T E C H N I Q U E S

Carving up bugs

Slicing is an automated technique for program simplification, which can aid debugging and maintenance. Mark Harman explains how execution information can focus the spotlight even closer…

Slicing algorithms enable programmers to extract the parts of a program that affect a chosen set of variables at some chosen point, forming a slice. Slices can be very useful in understanding and debugging code, since they comprise only those parts of a program related to a specific sub-computation (defined by the slicing criterion), while retaining the effect of the original code. In general, slices are constructed for a set of variables, but in this article we shall simply consider slices constructed for a single variable. I’ll describe several ways in which dynamic information about the execution pattern of a program can be used to produce simpler slices than are possible using the static approach (described in detail in 'A piece of cake').

Static slicing

In what has come to be termed ‘static’ slicing, the slicing criterion contains no information about the execution of the program, and so the slice preserves the effect of the code for every possible execution pattern.

Consider the example in Listing 1. The program is supposed to calculate the sum and product of the sequence of numbers from 1 to the input number n, but the value of the product p is always found to be zero. In order to locate the cause of this errant behaviour, we can construct a static slice for the variable p at the end of the program, as shown in Listing 2. Since the slice is simpler than the original program, it is easier to locate the bug (in this case, p should be initialised to 1, instead of 0).

Although static slicing can undoubtedly assist in the debugging effort, it does tend to produce rather large slices. This is particularly true for well-constructed programs, which are typically highly cohesive, resulting in code where the computation of each variable is highly dependent upon the values of many other variables. Indeed, this observation about the relationship between the size of a typical slice and the cohesiveness of a program has led to work on cohesion metrics based upon slicing, which I will cover in a forthcoming article.

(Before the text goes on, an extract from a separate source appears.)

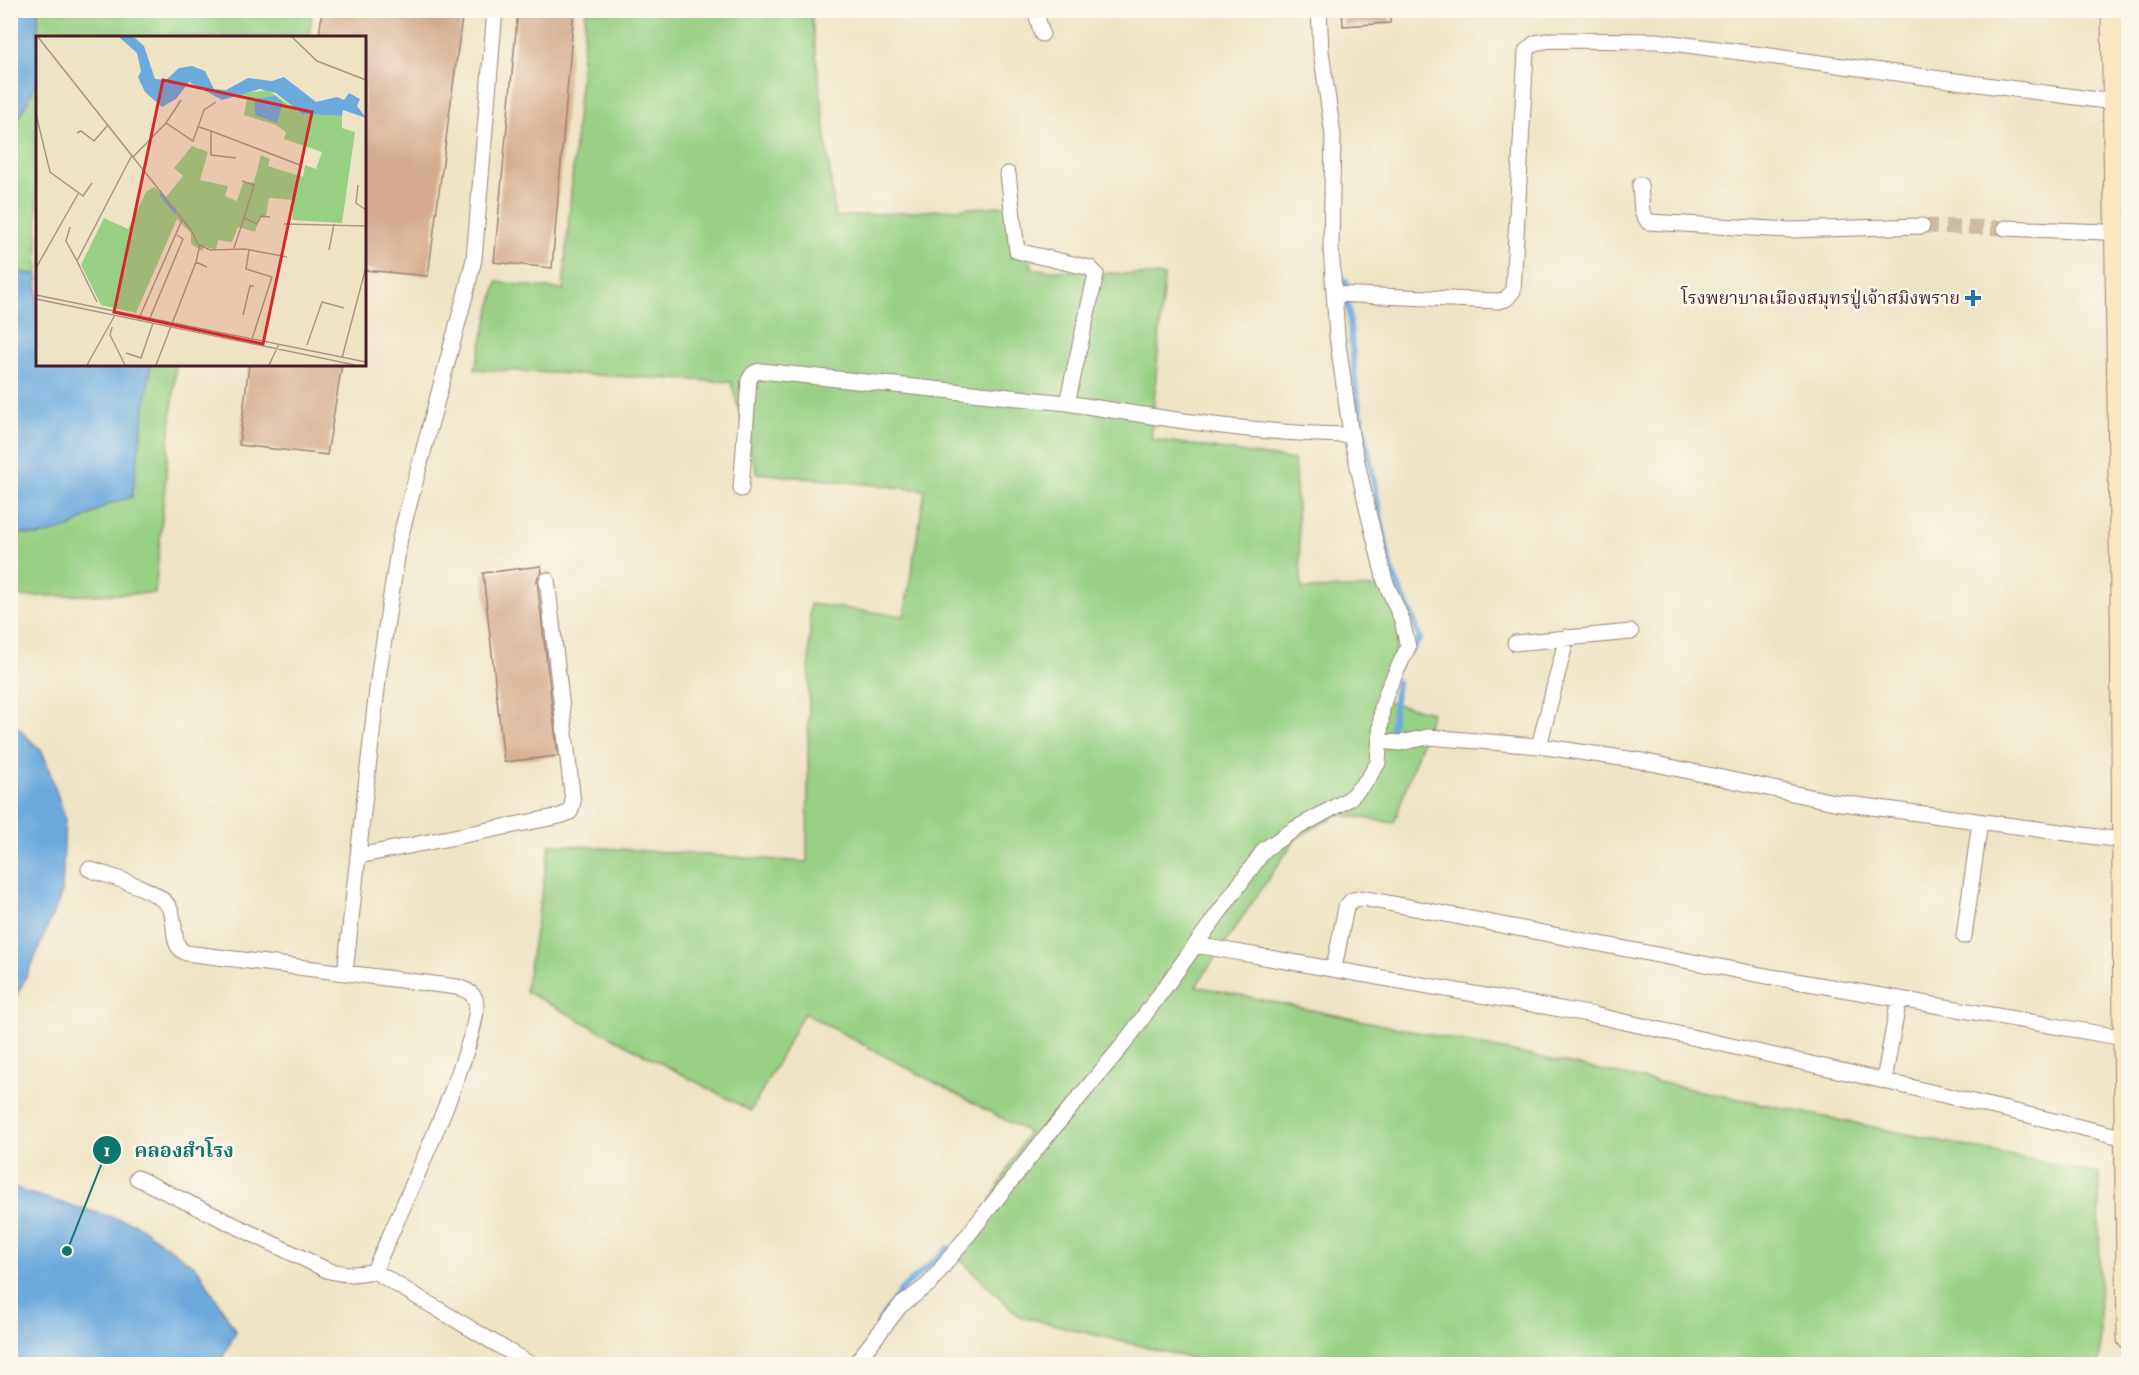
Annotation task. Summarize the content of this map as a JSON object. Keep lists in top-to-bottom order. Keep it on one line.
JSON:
{"places":{"health":["โรงพยาบาลเมืองสมุทรปู่เจ้าสมิงพราย"],"other":["คลองสำโรง"]}}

Listing 1: A program fragment to be statically sliced
scanf("%d",&n);
s=0;
p=0;
while (n>1)
{
s=s+n;
p=p*n;
n=n-1;
}
printf("%d",p); }
/* the slice point is the end of the program */

Dynamic slicing

When it comes to debugging a program, we will usually have executed it at least once, and found it to produce unexpected results. For example, the program in Listing 1 might have been passed an input value 0 for the variable n – this is in fact a highly likely choice, as one tends to test loops with ‘special case’ values. Now, when we execute the program, we will find that the variable p contains the wrong value.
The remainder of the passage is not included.